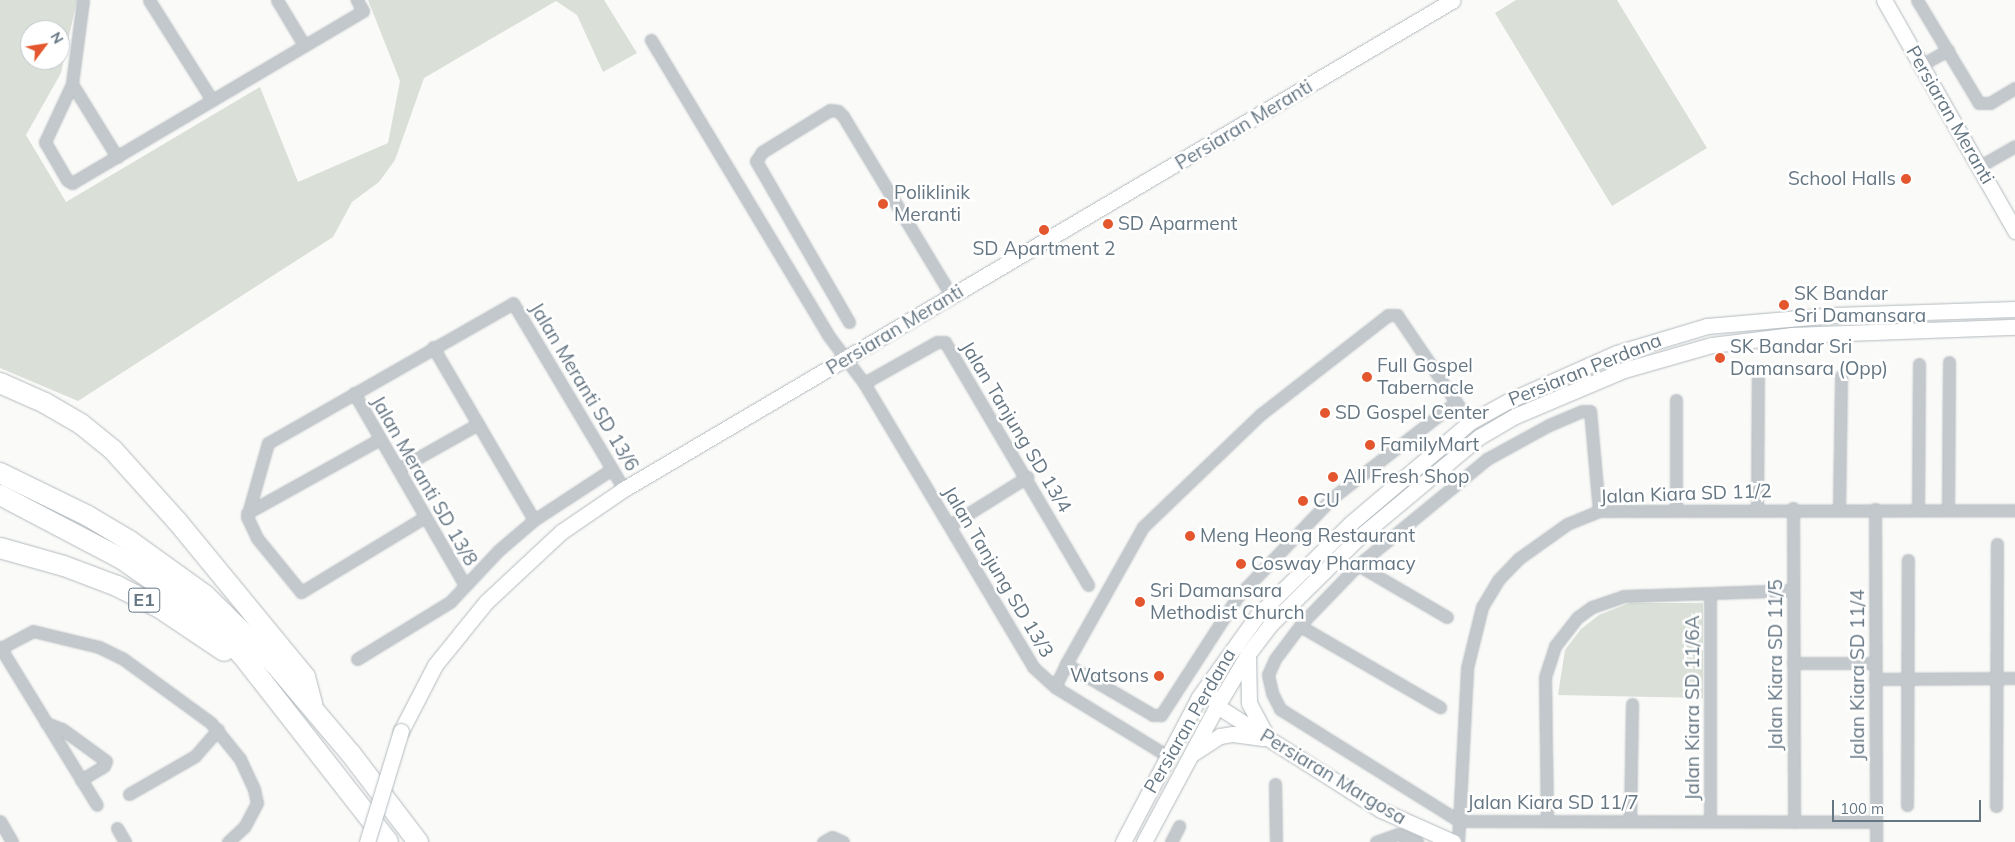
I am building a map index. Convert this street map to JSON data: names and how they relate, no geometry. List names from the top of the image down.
{
  "streets": {
    "highway": ["E1"],
    "main road": ["Persiaran Meranti", "Persiaran Perdana", "Persiaran Margosa"],
    "street": [
      "Jalan Meranti SD 13/6",
      "Jalan Tanjung SD 13/4",
      "Jalan Meranti SD 13/8",
      "Jalan Kiara SD 11/2",
      "Jalan Tanjung SD 13/3",
      "Jalan Kiara SD 11/5",
      "Jalan Kiara SD 11/4",
      "Jalan Kiara SD 11/6A",
      "Jalan Kiara SD 11/7"
    ]
  },
  "crossings": [
    ["Persiaran Meranti", "Jalan Meranti SD 13/6"],
    ["Persiaran Meranti", "Jalan Tanjung SD 13/3"],
    ["Persiaran Perdana", "Jalan Tanjung SD 13/3"],
    ["Persiaran Perdana", "Persiaran Margosa"],
    ["Jalan Tanjung SD 13/4", "Jalan Tanjung SD 13/3"],
    ["Jalan Kiara SD 11/2", "Jalan Kiara SD 11/5"],
    ["Jalan Kiara SD 11/2", "Jalan Kiara SD 11/4"],
    ["Jalan Kiara SD 11/2", "Jalan Kiara SD 11/7"],
    ["Jalan Kiara SD 11/5", "Jalan Kiara SD 11/7"],
    ["Jalan Kiara SD 11/4", "Jalan Kiara SD 11/7"],
    ["Jalan Kiara SD 11/6A", "Jalan Kiara SD 11/7"]
  ],
  "places": [
    "School Halls",
    "Poliklinik Meranti",
    "SD Aparment",
    "SD Apartment 2",
    "SK Bandar Sri Damansara",
    "SK Bandar Sri Damansara (Opp)",
    "Full Gospel Tabernacle",
    "SD Gospel Center",
    "FamilyMart",
    "All Fresh Shop",
    "CU",
    "Meng Heong Restaurant",
    "Cosway Pharmacy",
    "Sri Damansara Methodist Church",
    "Watsons"
  ],
  "scale_bar": "100 m",
  "north": "top right"
}
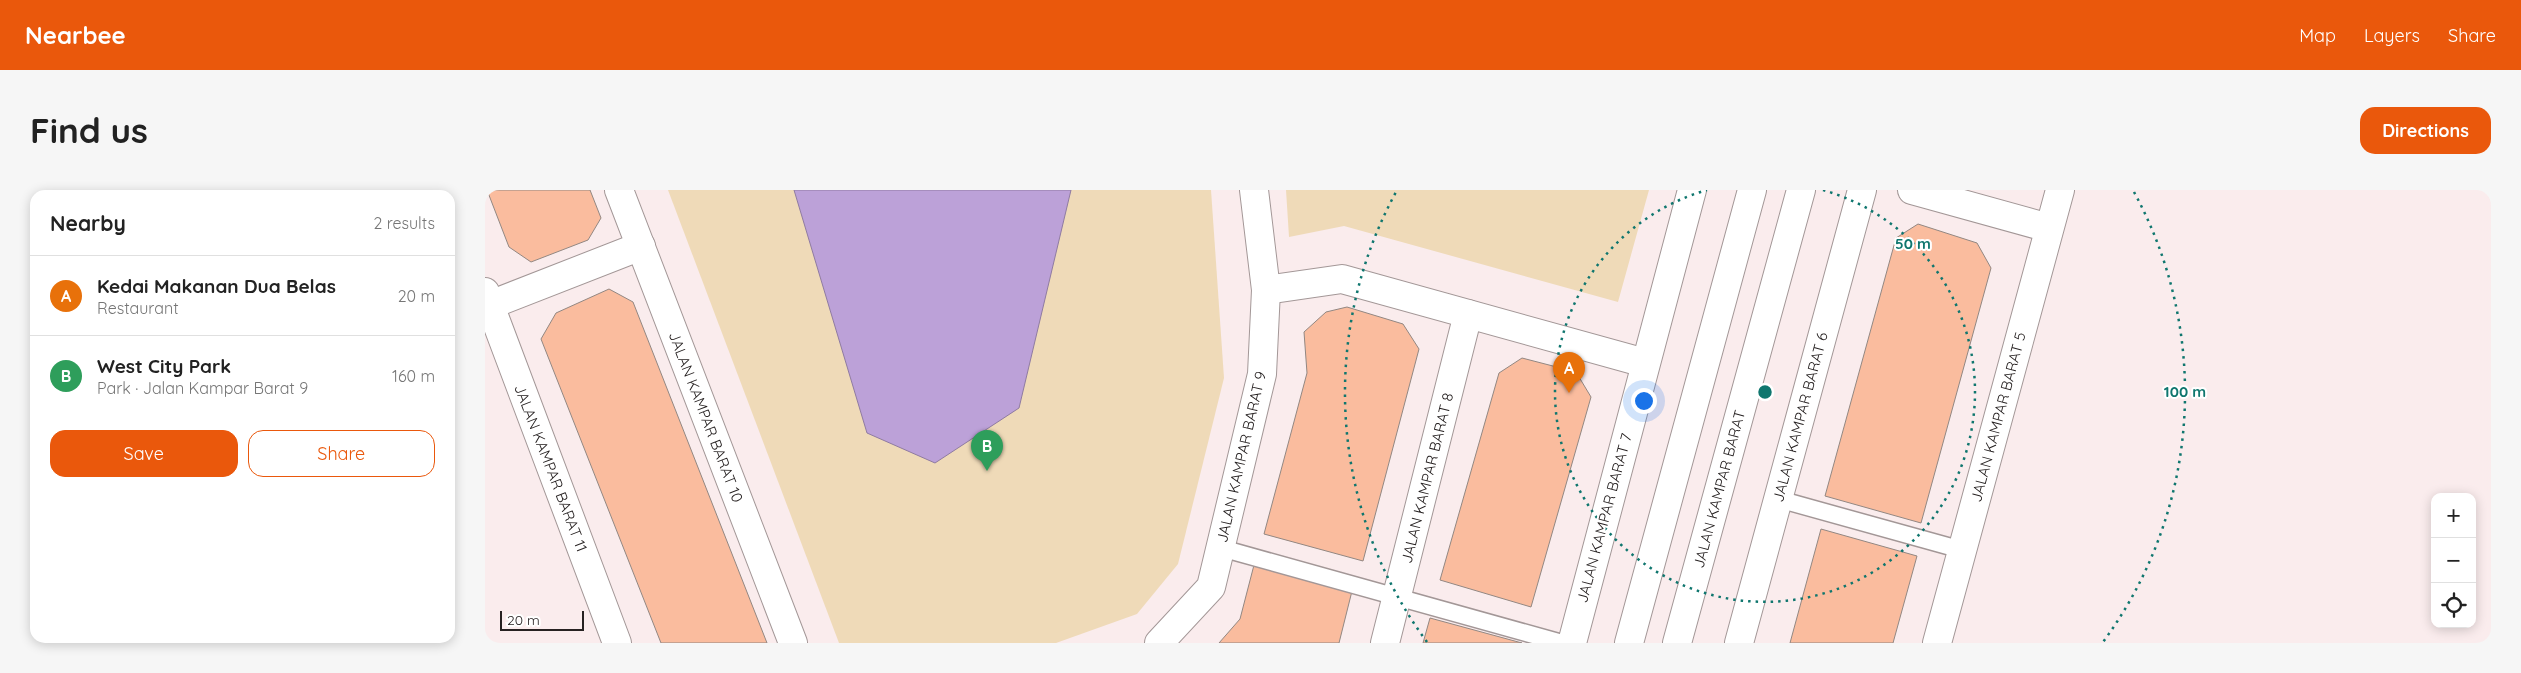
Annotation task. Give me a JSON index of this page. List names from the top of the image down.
{
  "streets": {
    "street": [
      "JALAN KAMPAR BARAT 10",
      "JALAN KAMPAR BARAT 6",
      "JALAN KAMPAR BARAT 5",
      "JALAN KAMPAR BARAT 9",
      "JALAN KAMPAR BARAT 11",
      "JALAN KAMPAR BARAT 8",
      "JALAN KAMPAR BARAT",
      "JALAN KAMPAR BARAT 7"
    ]
  },
  "scale_bar": "20 m",
  "page": {
    "header": "Nearbee",
    "nav": ["Map", "Layers", "Share"],
    "buttons": [
      "Directions",
      ["Save", "Share"]
    ],
    "title": "Find us",
    "heading": ["Nearby", "2 results"],
    "list": [
      {
        "mark": "A",
        "name": "Kedai Makanan Dua Belas",
        "note": "Restaurant",
        "value": "20 m"
      },
      {
        "mark": "B",
        "name": "West City Park",
        "note": "Park · Jalan Kampar Barat 9",
        "value": "160 m"
      }
    ],
    "pins": ["A", "B"],
    "map_buttons": ["+", "−"],
    "scale": "20 m"
  },
  "rings": ["50 m", "100 m"]
}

### ACTIVITY
Output the records exactly as they appear, skipping any pictures.

### ANSWER TO THIS TASK
I am building a map index. Convert this street map to JSON data: names and how they relate, no geometry. List names from the top of the image down.
{
  "streets": {
    "highway": ["E1"],
    "main road": ["Persiaran Meranti", "Persiaran Perdana", "Persiaran Margosa"],
    "street": [
      "Jalan Meranti SD 13/6",
      "Jalan Tanjung SD 13/4",
      "Jalan Meranti SD 13/8",
      "Jalan Kiara SD 11/2",
      "Jalan Tanjung SD 13/3",
      "Jalan Kiara SD 11/5",
      "Jalan Kiara SD 11/4",
      "Jalan Kiara SD 11/6A",
      "Jalan Kiara SD 11/7"
    ]
  },
  "crossings": [
    ["Persiaran Meranti", "Jalan Meranti SD 13/6"],
    ["Persiaran Meranti", "Jalan Tanjung SD 13/3"],
    ["Persiaran Perdana", "Jalan Tanjung SD 13/3"],
    ["Persiaran Perdana", "Persiaran Margosa"],
    ["Jalan Tanjung SD 13/4", "Jalan Tanjung SD 13/3"],
    ["Jalan Kiara SD 11/2", "Jalan Kiara SD 11/5"],
    ["Jalan Kiara SD 11/2", "Jalan Kiara SD 11/4"],
    ["Jalan Kiara SD 11/2", "Jalan Kiara SD 11/7"],
    ["Jalan Kiara SD 11/5", "Jalan Kiara SD 11/7"],
    ["Jalan Kiara SD 11/4", "Jalan Kiara SD 11/7"],
    ["Jalan Kiara SD 11/6A", "Jalan Kiara SD 11/7"]
  ],
  "places": [
    "School Halls",
    "Poliklinik Meranti",
    "SD Aparment",
    "SD Apartment 2",
    "SK Bandar Sri Damansara",
    "SK Bandar Sri Damansara (Opp)",
    "Full Gospel Tabernacle",
    "SD Gospel Center",
    "FamilyMart",
    "All Fresh Shop",
    "CU",
    "Meng Heong Restaurant",
    "Cosway Pharmacy",
    "Sri Damansara Methodist Church",
    "Watsons"
  ],
  "scale_bar": "100 m",
  "north": "top right"
}
Annotation task. Give me a JSON index of this page. List names from the top of the image down.
{
  "streets": {
    "street": [
      "JALAN KAMPAR BARAT 10",
      "JALAN KAMPAR BARAT 6",
      "JALAN KAMPAR BARAT 5",
      "JALAN KAMPAR BARAT 9",
      "JALAN KAMPAR BARAT 11",
      "JALAN KAMPAR BARAT 8",
      "JALAN KAMPAR BARAT",
      "JALAN KAMPAR BARAT 7"
    ]
  },
  "scale_bar": "20 m",
  "page": {
    "header": "Nearbee",
    "nav": ["Map", "Layers", "Share"],
    "buttons": [
      "Directions",
      ["Save", "Share"]
    ],
    "title": "Find us",
    "heading": ["Nearby", "2 results"],
    "list": [
      {
        "mark": "A",
        "name": "Kedai Makanan Dua Belas",
        "note": "Restaurant",
        "value": "20 m"
      },
      {
        "mark": "B",
        "name": "West City Park",
        "note": "Park · Jalan Kampar Barat 9",
        "value": "160 m"
      }
    ],
    "pins": ["A", "B"],
    "map_buttons": ["+", "−"],
    "scale": "20 m"
  },
  "rings": ["50 m", "100 m"]
}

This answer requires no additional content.